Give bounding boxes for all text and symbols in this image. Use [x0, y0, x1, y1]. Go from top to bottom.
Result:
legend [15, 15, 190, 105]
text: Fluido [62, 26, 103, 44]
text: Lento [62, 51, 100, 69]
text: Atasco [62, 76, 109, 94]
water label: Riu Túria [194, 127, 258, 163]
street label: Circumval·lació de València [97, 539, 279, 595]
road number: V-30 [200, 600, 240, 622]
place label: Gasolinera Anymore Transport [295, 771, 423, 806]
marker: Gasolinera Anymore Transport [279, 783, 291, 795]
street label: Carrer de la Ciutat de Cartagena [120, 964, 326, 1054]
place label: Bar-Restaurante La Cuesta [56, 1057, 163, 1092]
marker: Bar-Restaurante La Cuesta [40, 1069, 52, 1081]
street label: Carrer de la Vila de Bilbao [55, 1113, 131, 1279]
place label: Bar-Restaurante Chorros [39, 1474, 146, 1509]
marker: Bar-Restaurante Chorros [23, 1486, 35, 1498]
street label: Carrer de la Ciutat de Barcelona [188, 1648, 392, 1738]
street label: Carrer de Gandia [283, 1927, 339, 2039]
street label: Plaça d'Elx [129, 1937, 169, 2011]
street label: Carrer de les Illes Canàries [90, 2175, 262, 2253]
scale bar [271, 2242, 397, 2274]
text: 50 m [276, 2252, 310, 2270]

# [EXERCISE DIRECTIONS]
Show every line of the material that includes the string "Transport".

# [SOLUTION BELOW]
place label: Gasolinera Anymore Transport [295, 771, 423, 806]
marker: Gasolinera Anymore Transport [279, 783, 291, 795]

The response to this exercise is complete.